This was Umalatov's ninth career finish (8 of them coming via KOs) in his 9 unbeaten pro fight. After his successful title defence, the Russian-Dagestani fighter signs contract with America-based MMA promotion, Professional Fighters League (PFL).

=== Professional Fighters League ===
On May 6, 2021, Umalatov set to make debut for American promotion PFL against the ex Dana White's Contender Series competitor Kyron "Mamba" Bowen, as opening fight in the PFL 3: Werdum vs. Ferreira card. In the first round he took Bowen down and soften him up with a series of hammer fist that allowed Russian-Dagestani fighter to come close to finishing the American who was only saved by the bell. In the round two, Bowen who was still wobbled by the earlier hammer fist in first round goes for telegraphed punch against Umalatov, who immediately responds with slip counter that lead to TKO in 0:07 seconds of the round.

Umalatov second fight was supposed to be booked against the American Micah Terrill on the prelims of PFL 7: Cooper III vs.
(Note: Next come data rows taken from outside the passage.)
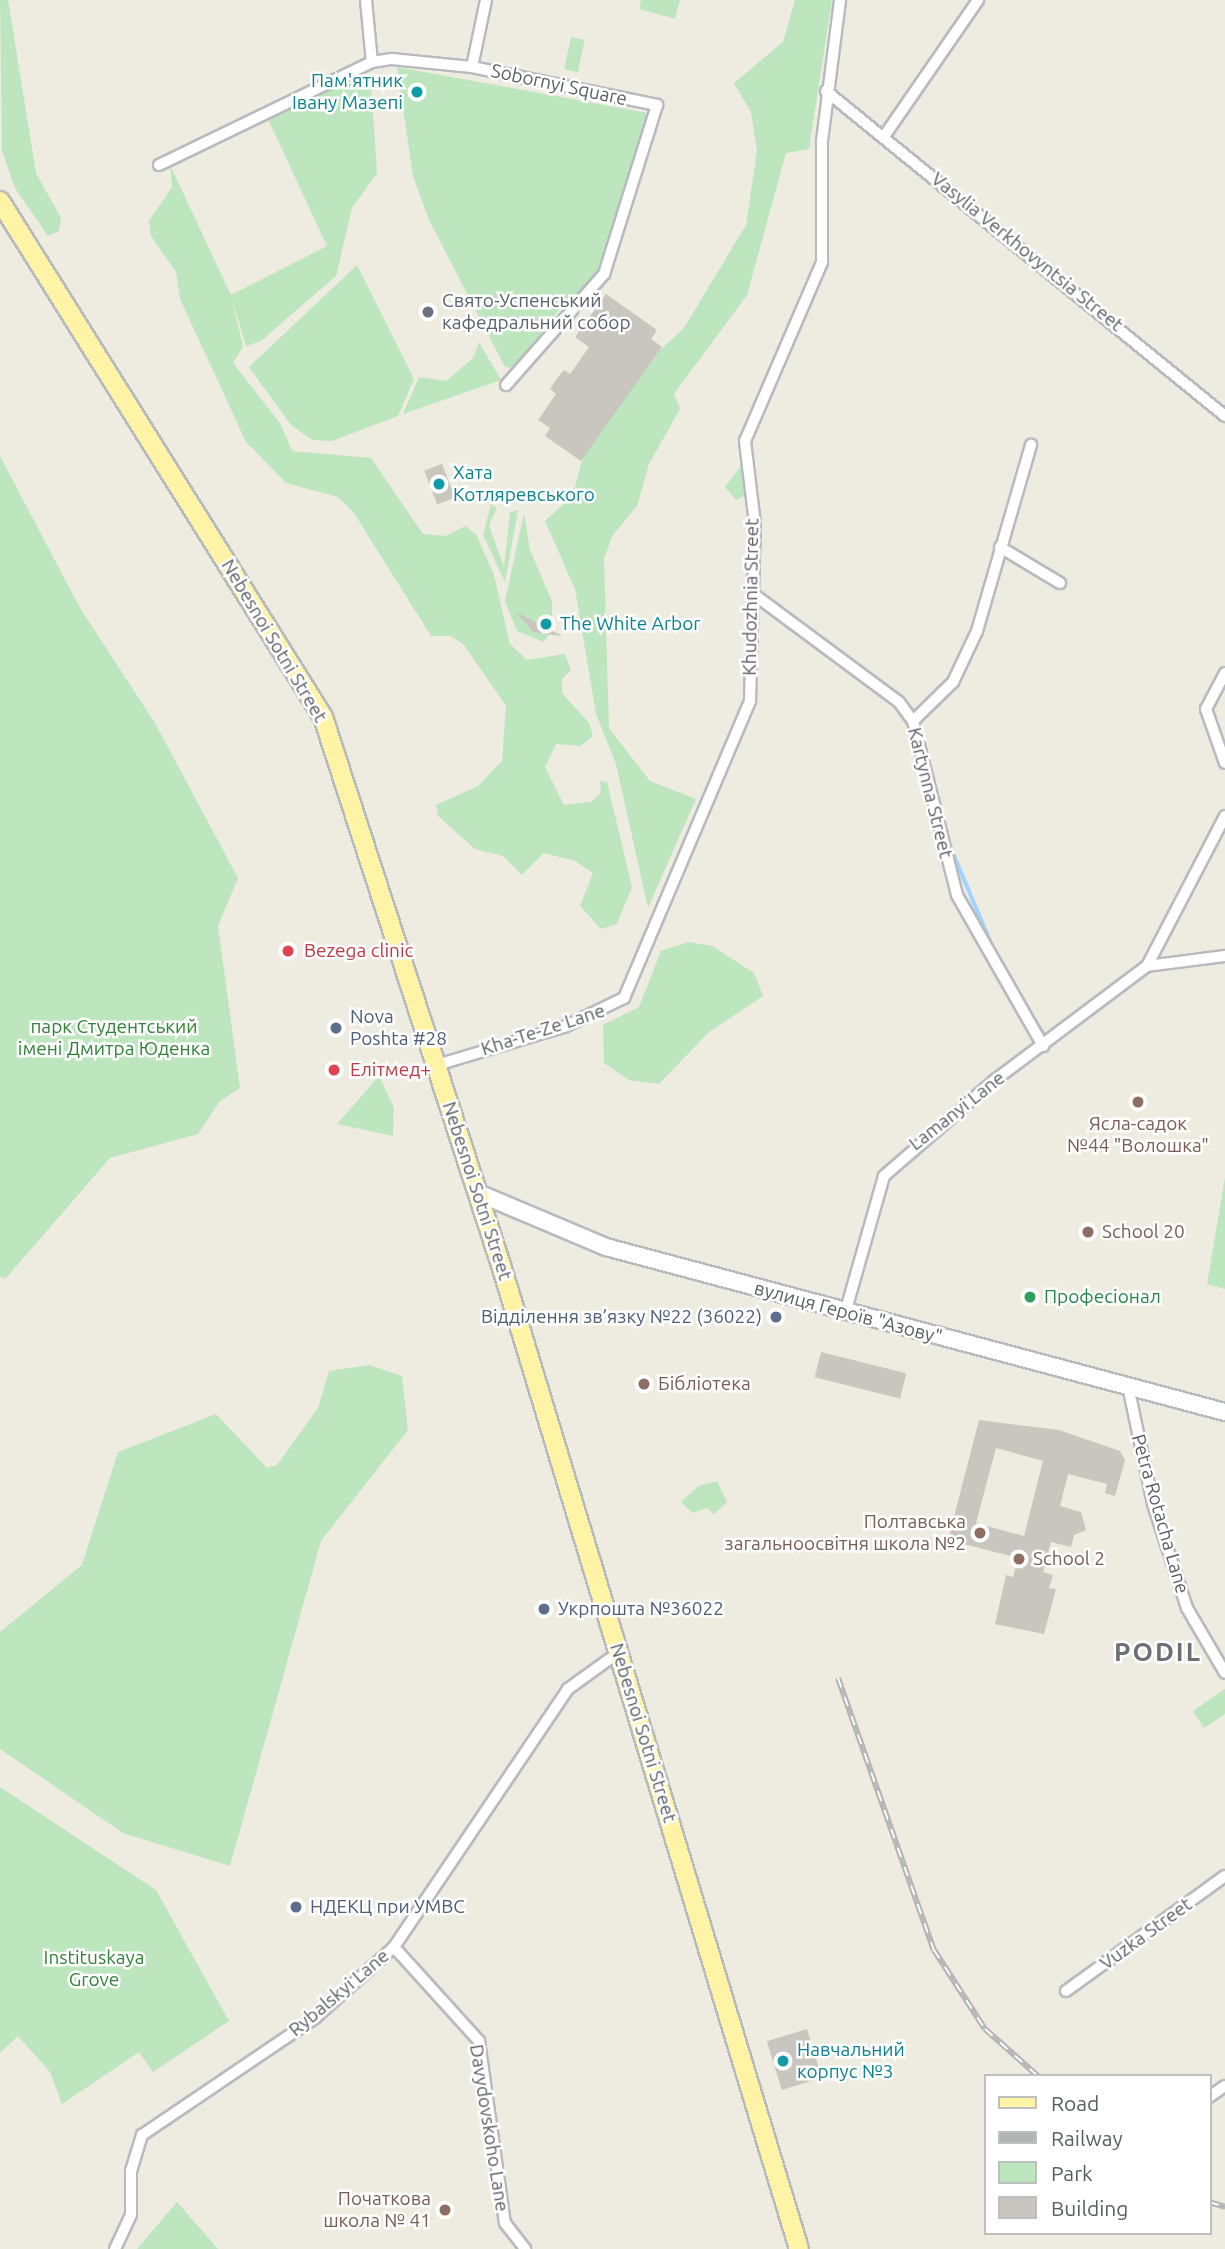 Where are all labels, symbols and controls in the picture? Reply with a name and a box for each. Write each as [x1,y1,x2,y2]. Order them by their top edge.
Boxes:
street label: Sobornyi Square [489,59,629,111]
place label: Пам'ятник Івану Мазепі [292,70,403,114]
marker: Пам'ятник Івану Мазепі [409,84,425,100]
street label: Vasylia Verkhovyntsia Street [926,168,1128,336]
place label: Свято-Успенський кафедральний собор [442,290,631,334]
marker: Свято-Успенський кафедральний собор [420,304,436,320]
place label: Хата Котляревського [453,462,595,506]
marker: Хата Котляревського [431,476,447,492]
street label: Khudozhnia Street [738,518,764,676]
street label: Nebesnoi Sotni Street [216,555,332,727]
place label: The White Arbor [560,613,701,635]
marker: The White Arbor [538,616,554,632]
street label: Kartynna Street [903,725,957,861]
place label: Bezega clinic [304,940,413,962]
marker: Bezega clinic [278,941,298,961]
street label: Kha-Te-Ze Lane [478,999,608,1061]
place label: Nova Poshta #28 [350,1006,447,1050]
park label: парк Студентський імені Дмитра Юденка [18,1016,210,1060]
marker: Nova Poshta #28 [328,1020,344,1036]
place label: Елітмед+ [350,1059,431,1081]
marker: Елітмед+ [324,1060,344,1080]
street label: Lamanyi Lane [905,1067,1009,1155]
marker: Ясла-садок №44 "Волошка" [1130,1094,1146,1110]
street label: Nebesnoi Sotni Street [437,1099,517,1283]
place label: Ясла-садок №44 "Волошка" [1067,1113,1209,1157]
place label: School 20 [1102,1221,1185,1243]
marker: School 20 [1080,1224,1096,1240]
street label: вулиця Героїв "Азову" [752,1277,944,1349]
place label: Професіонал [1044,1286,1161,1308]
marker: Професіонал [1022,1289,1038,1305]
place label: Відділення зв’язку №22 (36022) [481,1306,762,1328]
marker: Відділення зв’язку №22 (36022) [768,1309,784,1325]
place label: Бібліотека [658,1373,751,1395]
marker: Бібліотека [636,1376,652,1392]
street label: Petra Rotacha Lane [1126,1432,1194,1596]
place label: Полтавська загальноосвітня школа №2 [725,1511,966,1555]
marker: Полтавська загальноосвітня школа №2 [972,1525,988,1541]
place label: School 2 [1033,1548,1105,1570]
marker: School 2 [1011,1551,1027,1567]
place label: Укрпошта №36022 [558,1598,724,1620]
marker: Укрпошта №36022 [536,1601,552,1617]
district label: PODIL [1115,1636,1201,1668]
street label: Nebesnoi Sotni Street [605,1641,681,1825]
street label: Vuzka Street [1096,1893,1196,1975]
place label: НДЕКЦ при УМВС [310,1896,465,1918]
marker: НДЕКЦ при УМВС [288,1899,304,1915]
street label: Rybalskyi Lane [284,1945,394,2041]
park label: Іnstituskaya Grove [44,1947,144,1991]
place label: Навчальний корпус №3 [797,2039,905,2083]
street label: Davydovskoho Lane [465,2043,513,2213]
marker: Навчальний корпус №3 [775,2053,791,2069]
legend [984,2074,1211,2235]
text: Road [1051,2091,1099,2115]
text: Railway [1051,2126,1123,2150]
text: Park [1051,2161,1093,2185]
place label: Початкова школа № 41 [323,2188,431,2232]
text: Building [1051,2196,1128,2220]
marker: Початкова школа № 41 [437,2202,453,2218]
MacDonald card. However, the PFL management decided shuffle the card and swap Micah Terrill with Brazilian BJJ specialist Leandro Silva, as a replacement fight for Magomed Umalatov on August 13, 2021, at PFL 7. At weigh-ins, Silva weighed in at 172.5 pounds, missing weight by 1.5 pounds. The bout proceeded at catchweight and Silva was fined 20% of his purse, which went to Umalatov. The Russian-Dagestani fighter ultimately won the bout via unanimous decision.

Leandro Silva was first ever fighter who went the entire distance against Umalatov, otherwise all of Umalatov's prior fights ended up in early finishing victories for the Russian-Dagestani fighter.
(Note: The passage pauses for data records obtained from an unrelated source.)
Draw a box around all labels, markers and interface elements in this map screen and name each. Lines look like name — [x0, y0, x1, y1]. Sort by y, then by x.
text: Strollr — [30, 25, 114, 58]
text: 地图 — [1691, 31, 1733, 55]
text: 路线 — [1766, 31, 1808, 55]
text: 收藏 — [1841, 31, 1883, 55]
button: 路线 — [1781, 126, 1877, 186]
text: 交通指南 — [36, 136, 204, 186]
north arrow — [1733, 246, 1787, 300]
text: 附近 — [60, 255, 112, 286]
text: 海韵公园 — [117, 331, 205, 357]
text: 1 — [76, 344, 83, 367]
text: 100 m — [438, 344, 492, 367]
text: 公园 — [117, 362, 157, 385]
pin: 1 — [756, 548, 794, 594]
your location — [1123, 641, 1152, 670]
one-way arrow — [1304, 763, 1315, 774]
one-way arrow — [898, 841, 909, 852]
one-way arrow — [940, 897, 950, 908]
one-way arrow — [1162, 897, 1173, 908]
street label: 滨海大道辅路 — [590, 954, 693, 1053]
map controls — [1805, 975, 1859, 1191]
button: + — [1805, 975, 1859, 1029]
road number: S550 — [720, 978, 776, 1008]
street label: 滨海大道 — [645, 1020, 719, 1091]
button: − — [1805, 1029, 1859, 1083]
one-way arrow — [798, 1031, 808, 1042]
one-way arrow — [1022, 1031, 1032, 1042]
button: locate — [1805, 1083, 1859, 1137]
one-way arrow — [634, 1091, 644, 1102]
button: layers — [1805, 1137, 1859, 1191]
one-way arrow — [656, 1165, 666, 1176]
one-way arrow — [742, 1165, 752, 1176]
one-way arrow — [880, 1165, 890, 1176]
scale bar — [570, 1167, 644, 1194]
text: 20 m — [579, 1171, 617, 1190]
Magomed Umalatov was scheduled to face future Two-time PFL World Welterweight champion Ray Cooper III on May 6, 2022, at PFL 3. Umalatov would pull out of the bout and ultimately be replaced by former LFA Welterweight Champion Carlos Leal.

For his third fight for PFL organization, Umalatov was booked against the former BRAVE CF World Welterweight champion Jarrah Al Silawi of Jordan on July 1, 2022, on the main card of PFL 6: Harrison vs. Young. The Russian Knocks out the Al Silawi in round one of the fight after hurting his adversary with a short backfist. Thereby giving Umalatov his 11th finish (10 via KO/TKO) in all of his 12 unbeaten pro fights. Both Umalatov and his compatriot Marina Mokhnatkina were booed by the Atlantan crowd.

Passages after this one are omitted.